Need-Blind Admissions Was Always A Lie

A great op-ed in The New York Times by Peter Coy shines a spotlight on how many elite universities have been essentially operating as a cartel by allegedly restraining trade in violation of our free markets.

Are the elite universities in the 568 Presidents Group operating as a cartel, colluding to price fix financial aid offers in the college admissions process? We happen to think so and so too does Peter Coy, a New York Times opinion writer out with a fantastic op-ed this week. In his piece, entitled “How Much Deference Do Elite U.S. Colleges Deserve?,” Coy details how this group of schools came to join this consortium, why it was formed, how it’s been operating through the years, and how the class action lawsuit filed last week against the 16 elite universities is rather, well, damning for the defendants. We happen to agree. And remember, the National Association for College Admission Counseling, an organization to which we’re a member, had to change its bylaws a couple of years ago for essentially being accused by our Department of Justice of violating our free markets by restraining trade. So it’s not like the field of higher education is immune to being punished for violating federal antitrust law. Heck, we’ve been calling out the lowly Independent Educational Consultants Association, a despicable organization we are proudly not members of, for many years for — we argue — brazenly violating federal antitrust law by attempting to restrain trade. So, yes, we found ourselves rooting on Mr. Coy as he detailed just how these so-called “need-blind” colleges — and we’ve argued that need-blind admissions is a lie for many years — have allegedly been colluding to price fix financial aid offers.

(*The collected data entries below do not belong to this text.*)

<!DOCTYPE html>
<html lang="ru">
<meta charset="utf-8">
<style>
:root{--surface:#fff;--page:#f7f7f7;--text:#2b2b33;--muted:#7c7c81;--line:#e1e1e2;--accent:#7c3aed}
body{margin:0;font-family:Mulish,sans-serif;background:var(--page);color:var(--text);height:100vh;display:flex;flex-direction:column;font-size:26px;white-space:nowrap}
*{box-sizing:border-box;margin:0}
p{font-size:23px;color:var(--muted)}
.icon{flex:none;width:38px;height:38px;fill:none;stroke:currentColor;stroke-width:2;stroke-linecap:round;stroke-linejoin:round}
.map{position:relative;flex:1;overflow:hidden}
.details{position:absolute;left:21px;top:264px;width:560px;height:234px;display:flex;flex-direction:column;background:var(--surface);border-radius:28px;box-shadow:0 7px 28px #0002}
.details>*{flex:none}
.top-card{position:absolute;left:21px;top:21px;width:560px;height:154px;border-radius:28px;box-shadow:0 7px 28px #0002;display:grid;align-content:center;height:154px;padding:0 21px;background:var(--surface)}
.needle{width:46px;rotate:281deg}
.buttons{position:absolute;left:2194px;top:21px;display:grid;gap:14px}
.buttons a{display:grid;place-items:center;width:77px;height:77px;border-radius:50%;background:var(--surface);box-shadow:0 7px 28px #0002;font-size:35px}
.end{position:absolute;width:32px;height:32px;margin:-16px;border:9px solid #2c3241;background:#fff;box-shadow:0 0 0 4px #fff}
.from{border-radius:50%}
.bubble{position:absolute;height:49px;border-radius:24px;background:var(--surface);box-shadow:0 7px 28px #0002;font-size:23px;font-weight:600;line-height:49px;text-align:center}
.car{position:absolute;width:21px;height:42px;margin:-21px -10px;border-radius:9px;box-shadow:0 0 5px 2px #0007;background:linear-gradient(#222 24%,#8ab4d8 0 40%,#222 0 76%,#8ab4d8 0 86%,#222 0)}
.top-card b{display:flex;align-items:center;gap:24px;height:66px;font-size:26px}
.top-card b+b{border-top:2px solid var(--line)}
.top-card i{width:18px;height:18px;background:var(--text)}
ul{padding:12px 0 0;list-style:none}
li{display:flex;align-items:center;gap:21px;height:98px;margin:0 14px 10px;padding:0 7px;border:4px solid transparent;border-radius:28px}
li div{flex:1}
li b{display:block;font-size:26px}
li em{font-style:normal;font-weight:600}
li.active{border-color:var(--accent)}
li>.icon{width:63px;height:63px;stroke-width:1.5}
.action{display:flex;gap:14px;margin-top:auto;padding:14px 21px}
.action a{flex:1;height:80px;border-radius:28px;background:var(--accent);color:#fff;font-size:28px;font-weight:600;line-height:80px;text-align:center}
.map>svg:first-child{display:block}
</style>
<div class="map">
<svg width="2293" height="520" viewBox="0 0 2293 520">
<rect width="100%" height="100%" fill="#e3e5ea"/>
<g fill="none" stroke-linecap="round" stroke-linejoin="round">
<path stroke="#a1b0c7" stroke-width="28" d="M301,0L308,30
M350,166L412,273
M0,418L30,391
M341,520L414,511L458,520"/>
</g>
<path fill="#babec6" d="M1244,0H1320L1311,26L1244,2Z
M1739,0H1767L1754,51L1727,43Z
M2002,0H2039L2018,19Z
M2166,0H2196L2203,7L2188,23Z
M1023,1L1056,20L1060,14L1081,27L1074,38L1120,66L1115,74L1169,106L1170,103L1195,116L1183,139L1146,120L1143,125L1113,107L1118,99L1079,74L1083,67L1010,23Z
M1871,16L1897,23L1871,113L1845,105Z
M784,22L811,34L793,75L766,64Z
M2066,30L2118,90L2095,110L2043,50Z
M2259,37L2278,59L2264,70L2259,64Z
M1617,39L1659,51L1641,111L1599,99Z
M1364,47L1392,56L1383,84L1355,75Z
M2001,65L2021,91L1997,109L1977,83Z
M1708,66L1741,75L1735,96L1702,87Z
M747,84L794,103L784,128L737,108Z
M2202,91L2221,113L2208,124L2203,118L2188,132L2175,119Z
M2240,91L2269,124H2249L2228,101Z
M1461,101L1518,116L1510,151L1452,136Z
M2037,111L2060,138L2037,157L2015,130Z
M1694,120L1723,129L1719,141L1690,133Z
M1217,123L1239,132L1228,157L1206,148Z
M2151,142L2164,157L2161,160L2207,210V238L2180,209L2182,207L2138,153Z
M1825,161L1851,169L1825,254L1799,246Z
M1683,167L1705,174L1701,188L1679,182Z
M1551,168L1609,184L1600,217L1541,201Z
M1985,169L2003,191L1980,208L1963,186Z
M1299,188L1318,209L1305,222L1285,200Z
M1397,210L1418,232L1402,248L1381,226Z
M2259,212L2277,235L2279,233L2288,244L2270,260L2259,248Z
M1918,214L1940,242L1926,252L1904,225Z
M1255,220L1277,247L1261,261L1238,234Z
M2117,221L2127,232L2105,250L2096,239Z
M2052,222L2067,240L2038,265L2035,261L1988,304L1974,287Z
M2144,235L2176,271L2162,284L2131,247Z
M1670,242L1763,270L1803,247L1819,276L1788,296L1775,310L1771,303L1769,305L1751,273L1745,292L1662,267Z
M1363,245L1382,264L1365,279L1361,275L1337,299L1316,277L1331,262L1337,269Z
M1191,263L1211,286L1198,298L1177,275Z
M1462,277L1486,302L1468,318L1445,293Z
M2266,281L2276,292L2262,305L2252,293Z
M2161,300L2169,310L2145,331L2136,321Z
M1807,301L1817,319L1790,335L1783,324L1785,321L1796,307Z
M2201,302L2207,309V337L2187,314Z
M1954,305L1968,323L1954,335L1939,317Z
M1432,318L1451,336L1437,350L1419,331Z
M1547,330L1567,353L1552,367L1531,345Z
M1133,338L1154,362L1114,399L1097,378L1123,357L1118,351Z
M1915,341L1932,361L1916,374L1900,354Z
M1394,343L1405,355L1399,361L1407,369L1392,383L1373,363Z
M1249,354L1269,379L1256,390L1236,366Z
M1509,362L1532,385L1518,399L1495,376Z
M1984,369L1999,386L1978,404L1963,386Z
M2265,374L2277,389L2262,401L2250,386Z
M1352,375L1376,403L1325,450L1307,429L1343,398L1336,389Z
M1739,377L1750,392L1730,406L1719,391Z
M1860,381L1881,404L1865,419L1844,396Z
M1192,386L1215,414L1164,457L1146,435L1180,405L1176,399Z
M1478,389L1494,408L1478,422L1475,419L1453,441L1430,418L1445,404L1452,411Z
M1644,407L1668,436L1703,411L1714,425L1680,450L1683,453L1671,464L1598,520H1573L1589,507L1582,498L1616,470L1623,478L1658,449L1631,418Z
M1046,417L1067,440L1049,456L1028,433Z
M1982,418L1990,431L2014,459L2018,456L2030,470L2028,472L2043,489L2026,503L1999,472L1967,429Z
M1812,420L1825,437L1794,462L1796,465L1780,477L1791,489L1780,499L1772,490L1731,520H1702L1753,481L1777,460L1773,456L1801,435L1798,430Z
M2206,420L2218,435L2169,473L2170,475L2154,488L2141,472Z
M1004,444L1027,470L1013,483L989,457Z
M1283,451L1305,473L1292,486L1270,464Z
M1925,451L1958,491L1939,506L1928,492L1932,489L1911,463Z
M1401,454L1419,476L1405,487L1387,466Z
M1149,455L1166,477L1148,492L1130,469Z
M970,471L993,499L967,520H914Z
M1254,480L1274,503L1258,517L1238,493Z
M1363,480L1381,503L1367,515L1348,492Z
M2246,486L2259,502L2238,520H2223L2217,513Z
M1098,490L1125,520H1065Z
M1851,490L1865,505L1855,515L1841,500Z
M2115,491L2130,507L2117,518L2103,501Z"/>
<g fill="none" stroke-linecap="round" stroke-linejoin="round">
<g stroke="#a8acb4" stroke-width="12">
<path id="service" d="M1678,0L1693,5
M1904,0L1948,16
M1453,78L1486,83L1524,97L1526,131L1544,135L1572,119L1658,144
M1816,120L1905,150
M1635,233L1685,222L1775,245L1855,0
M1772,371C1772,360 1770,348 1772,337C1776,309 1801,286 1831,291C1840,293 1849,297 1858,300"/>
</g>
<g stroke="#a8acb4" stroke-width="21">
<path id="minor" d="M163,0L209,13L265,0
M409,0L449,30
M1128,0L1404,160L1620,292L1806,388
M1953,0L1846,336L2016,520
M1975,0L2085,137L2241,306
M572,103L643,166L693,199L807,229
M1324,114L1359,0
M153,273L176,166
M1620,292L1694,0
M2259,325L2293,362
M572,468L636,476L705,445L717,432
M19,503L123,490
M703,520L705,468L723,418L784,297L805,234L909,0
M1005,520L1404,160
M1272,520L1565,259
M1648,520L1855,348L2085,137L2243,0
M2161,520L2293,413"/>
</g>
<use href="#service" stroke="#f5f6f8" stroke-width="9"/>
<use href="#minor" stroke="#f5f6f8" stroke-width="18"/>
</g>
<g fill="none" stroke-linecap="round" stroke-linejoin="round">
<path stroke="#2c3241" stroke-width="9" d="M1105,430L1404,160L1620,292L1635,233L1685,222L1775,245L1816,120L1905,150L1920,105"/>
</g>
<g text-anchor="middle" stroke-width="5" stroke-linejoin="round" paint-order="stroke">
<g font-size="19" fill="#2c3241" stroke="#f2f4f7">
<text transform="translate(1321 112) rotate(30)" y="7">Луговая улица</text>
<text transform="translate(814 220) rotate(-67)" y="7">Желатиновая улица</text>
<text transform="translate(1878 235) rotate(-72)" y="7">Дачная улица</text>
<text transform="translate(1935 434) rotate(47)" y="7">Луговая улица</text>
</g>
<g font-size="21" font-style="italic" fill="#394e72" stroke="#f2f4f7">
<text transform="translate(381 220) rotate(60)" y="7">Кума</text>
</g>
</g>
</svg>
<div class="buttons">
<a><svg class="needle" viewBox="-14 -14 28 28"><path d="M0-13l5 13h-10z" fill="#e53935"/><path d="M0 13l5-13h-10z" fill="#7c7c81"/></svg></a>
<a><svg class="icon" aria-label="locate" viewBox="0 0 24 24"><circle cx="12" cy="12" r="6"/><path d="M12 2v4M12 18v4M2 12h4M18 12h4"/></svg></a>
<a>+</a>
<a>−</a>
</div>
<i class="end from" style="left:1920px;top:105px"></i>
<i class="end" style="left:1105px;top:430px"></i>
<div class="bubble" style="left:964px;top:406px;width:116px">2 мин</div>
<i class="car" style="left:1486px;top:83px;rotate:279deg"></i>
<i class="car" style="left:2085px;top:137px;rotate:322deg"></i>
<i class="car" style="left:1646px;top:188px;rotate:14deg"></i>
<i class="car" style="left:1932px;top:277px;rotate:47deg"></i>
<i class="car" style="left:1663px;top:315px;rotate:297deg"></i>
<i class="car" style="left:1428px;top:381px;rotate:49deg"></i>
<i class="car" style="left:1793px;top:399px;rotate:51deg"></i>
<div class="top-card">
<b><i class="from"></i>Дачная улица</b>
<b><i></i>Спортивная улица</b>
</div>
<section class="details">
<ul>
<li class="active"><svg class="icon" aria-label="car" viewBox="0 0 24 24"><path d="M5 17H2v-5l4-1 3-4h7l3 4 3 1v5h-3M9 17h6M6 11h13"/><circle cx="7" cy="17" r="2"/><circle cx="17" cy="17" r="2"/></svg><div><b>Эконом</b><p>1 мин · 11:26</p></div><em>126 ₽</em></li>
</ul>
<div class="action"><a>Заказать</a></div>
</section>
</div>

As Mr. Coy so eloquently writes, “The class-action lawsuit filed on Sunday argues that the 568 Presidents Group, which the suit calls a “cartel,” broke the law because some of the schools in the group, some of the time, were not fully need-blind in their admissions decisions. For example — brace yourself for a shock — the children of extremely wealthy families might have gotten a bit of an edge. The lawsuit quotes E. Gordon Gee, a former chancellor of Vanderbilt University and a former president of Brown University, both of which are named in the suit, who said that any school president under the influence of ‘truth serum’ would concede that donor connections make a difference in admissions. Columbia University, also named in the suit, openly states that admissions to its School of General Studies, although not to its other undergraduate units, are not need-blind. In addition to Columbia, Vanderbilt and Brown, the defendants are the California Institute of Technology, the University of Chicago, Cornell, Dartmouth, Duke, Emory, Georgetown, M. I.T, Northwestern, Notre Dame, the University of Pennsylvania, Rice and Yale. Each has been a member of the 568 Presidents Group all or part of the time since 2003.”

Hear! Hear! Well said, Mr. Coy. Schools that ask applicants on the very application that admissions officers can see with their own two eyes if they need financial aid are not truly need-blind. Schools that openly state they’re not need-blind for international applicants are not truly need-blind. Schools that offer preferential treatment to the progeny of major donors are not truly need-blind. Schools that carve out certain schools within the university as need-aware are not truly need-blind. Schools that take the ability to pay of waitlisted candidates into account are not truly need-blind. Need-blind admissions is, in fact, a bald-faced lie and it’s about time these schools are held to account for being dishonest about their consideration of financial need in admissions decision-making.